Motivation
Tabletop displays often serve as workbenches by allowing users to interact with them using touch capability. PhoneCog is a device authentication method on interactive tabletops with minimalistic hardware settings by utilizing a color sequence pattern recognition technique for device identification. Users may place their smartphones on a surface, which authenticate and authorize the devices to access various services such as sharing images, and downloading apps. The method is built only with the tabletop displays and does not require any additional hardware such as a depth-camera. We also present an in-field case study where users utilized the device to share various contents among each other in various regions in China where the fast network connection is not readily available.
Publication
2013.10 "PhoneCog: A Device Authentication Method on Interactive Tabletops Using Color Sequence Pattern Recognition"

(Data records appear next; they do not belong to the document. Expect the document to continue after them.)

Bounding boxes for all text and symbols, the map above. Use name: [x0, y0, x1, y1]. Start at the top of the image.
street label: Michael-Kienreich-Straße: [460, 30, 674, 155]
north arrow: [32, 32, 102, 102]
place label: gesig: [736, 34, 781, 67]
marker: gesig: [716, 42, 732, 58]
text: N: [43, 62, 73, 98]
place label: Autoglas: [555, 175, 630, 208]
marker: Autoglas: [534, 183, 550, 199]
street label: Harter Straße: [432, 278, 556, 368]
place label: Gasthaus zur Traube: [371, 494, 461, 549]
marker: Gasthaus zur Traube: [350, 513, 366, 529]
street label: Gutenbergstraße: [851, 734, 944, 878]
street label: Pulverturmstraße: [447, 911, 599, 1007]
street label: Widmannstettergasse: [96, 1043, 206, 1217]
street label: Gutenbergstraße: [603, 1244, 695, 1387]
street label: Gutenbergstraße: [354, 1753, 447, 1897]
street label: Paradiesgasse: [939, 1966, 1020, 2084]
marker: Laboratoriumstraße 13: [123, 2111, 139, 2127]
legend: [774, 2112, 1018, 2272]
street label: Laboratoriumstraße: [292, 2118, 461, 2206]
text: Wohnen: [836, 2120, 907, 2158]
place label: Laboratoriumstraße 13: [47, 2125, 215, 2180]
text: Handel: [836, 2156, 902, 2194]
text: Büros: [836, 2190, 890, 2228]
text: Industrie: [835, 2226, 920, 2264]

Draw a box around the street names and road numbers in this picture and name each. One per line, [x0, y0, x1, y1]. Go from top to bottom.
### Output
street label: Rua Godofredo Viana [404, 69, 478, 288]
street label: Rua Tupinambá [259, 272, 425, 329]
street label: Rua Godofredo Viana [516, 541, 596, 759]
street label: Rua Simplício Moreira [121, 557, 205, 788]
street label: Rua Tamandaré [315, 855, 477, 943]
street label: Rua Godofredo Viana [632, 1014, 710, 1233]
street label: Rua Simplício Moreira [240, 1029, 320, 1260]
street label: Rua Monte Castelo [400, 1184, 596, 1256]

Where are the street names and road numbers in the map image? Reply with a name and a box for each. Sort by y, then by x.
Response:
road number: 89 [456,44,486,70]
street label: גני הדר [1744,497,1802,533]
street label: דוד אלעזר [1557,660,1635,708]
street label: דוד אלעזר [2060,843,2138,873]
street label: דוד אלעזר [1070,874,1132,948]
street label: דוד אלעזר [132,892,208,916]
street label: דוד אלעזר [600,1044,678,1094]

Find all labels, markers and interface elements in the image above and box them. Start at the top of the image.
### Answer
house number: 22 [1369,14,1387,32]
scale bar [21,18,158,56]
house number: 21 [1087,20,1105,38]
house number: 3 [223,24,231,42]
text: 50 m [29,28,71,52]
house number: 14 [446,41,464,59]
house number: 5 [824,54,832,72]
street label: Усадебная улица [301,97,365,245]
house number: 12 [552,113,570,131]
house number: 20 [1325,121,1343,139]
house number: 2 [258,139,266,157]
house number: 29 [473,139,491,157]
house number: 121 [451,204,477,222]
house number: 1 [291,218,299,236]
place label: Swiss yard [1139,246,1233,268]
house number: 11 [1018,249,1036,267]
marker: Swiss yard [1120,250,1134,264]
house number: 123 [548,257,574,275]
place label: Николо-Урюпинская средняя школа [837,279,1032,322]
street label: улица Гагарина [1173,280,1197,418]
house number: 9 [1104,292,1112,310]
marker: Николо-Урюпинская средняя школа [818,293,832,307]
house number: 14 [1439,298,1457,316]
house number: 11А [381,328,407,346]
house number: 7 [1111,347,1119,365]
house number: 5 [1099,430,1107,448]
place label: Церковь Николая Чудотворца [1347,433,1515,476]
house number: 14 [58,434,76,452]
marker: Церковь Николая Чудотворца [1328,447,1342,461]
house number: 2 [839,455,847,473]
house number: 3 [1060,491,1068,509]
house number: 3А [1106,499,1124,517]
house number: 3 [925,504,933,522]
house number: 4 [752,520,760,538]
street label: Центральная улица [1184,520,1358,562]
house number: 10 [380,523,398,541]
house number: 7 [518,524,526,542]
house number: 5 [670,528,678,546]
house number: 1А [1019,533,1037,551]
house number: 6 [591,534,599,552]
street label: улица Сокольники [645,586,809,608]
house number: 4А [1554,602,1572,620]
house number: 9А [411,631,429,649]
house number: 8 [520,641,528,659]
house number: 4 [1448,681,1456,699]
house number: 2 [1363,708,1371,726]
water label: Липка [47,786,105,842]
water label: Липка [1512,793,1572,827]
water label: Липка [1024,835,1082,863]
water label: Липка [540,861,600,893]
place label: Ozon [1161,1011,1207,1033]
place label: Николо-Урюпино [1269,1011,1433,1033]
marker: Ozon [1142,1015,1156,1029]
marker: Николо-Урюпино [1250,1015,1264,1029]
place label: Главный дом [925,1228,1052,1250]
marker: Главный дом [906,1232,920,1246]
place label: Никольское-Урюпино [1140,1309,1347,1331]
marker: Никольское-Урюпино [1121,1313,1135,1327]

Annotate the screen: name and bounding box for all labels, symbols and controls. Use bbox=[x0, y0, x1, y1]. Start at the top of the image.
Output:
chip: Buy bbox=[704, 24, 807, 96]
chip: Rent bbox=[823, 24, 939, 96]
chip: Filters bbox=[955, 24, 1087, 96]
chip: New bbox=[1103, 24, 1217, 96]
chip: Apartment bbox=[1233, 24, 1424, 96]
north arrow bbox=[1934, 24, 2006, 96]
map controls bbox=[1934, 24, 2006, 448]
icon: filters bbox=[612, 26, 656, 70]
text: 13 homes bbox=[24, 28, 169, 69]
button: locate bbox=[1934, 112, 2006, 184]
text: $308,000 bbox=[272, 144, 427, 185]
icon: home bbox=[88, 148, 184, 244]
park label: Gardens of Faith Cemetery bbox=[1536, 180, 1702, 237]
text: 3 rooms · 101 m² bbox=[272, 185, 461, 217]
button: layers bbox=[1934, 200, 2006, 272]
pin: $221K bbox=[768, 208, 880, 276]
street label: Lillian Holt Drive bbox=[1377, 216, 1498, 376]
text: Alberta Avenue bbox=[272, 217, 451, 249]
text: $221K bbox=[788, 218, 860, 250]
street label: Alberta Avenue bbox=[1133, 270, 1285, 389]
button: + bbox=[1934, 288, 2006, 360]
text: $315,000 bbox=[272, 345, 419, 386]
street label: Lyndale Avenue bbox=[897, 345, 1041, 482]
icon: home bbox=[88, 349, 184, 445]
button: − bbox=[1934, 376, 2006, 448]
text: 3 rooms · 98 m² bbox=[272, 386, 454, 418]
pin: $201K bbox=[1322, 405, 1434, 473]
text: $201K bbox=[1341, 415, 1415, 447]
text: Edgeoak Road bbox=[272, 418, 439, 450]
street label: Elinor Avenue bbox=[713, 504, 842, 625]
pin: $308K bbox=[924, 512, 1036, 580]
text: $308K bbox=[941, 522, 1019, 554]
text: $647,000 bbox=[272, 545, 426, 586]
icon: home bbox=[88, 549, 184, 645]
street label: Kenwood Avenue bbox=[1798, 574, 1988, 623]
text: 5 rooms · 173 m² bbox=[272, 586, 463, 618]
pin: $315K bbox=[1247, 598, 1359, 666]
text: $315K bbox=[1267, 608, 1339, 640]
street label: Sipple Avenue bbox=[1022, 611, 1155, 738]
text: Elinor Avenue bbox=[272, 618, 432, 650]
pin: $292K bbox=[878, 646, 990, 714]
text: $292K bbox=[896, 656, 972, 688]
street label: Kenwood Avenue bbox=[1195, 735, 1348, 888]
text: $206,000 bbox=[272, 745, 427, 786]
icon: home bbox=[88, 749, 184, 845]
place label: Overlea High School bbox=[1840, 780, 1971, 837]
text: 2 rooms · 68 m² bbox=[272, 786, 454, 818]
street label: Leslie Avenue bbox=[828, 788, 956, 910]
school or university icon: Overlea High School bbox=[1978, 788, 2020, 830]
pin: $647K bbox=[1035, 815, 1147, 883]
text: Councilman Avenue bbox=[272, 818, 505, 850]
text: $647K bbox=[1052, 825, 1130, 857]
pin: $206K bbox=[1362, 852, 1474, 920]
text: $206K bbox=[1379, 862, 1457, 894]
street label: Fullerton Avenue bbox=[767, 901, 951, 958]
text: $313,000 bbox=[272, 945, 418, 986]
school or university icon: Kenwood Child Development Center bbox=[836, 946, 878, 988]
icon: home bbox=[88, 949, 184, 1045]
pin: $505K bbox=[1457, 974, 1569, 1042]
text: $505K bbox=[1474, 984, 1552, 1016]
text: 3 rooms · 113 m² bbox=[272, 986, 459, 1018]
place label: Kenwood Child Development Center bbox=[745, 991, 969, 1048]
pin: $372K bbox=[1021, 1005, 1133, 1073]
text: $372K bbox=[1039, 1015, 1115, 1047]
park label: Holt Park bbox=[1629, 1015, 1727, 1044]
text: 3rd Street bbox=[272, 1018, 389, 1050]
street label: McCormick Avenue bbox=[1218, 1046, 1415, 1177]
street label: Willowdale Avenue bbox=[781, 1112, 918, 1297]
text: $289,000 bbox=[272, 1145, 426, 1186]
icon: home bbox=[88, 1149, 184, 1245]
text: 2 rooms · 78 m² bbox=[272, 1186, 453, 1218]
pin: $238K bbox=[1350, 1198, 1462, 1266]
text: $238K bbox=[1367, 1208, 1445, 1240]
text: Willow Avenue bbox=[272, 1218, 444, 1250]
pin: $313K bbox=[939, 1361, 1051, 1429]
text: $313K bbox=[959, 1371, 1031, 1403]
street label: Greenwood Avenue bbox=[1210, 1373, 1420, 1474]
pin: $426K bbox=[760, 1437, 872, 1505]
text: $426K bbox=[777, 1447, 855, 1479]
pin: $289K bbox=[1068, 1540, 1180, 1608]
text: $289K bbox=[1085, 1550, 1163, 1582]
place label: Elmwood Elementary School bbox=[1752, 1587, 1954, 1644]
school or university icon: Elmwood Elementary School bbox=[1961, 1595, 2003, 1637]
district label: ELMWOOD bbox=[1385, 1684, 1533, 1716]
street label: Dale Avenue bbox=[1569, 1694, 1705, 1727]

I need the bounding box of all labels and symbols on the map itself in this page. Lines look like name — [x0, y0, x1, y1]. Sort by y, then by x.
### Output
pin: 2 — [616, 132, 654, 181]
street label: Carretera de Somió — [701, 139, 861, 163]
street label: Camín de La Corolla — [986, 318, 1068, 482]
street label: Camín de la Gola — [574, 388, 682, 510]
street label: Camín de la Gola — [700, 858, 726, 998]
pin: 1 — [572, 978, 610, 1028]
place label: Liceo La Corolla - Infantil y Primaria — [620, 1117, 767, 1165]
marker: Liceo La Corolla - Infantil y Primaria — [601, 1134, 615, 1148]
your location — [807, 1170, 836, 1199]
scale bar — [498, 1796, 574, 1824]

by Gilbok Lee, Kyle Koh, Gyungbok Lee, Guntae Park
Presented as Demo at ITS 2013, Oct 6-9 in St. Andrews, UK.
Download Full PDF - Supplemental Video(YouTube Link) - Research Page@Here
http://dx.doi.org/10.1145/2512349.2514590
Acknowledgement
PhoneCog was developed at HugeFlow (www.hugeflow.com) under a name "PhoneTouch". The name PhoneCog was chosen for this demo paper in order to avoid possible conflict with PhoneTouch presented by Dominik Schmidt at UIST 2010. I have collaborated with HugeFlow to help turn their work into something useful and noteworthy in academia. The implementation of PhoneCog is now patent pending.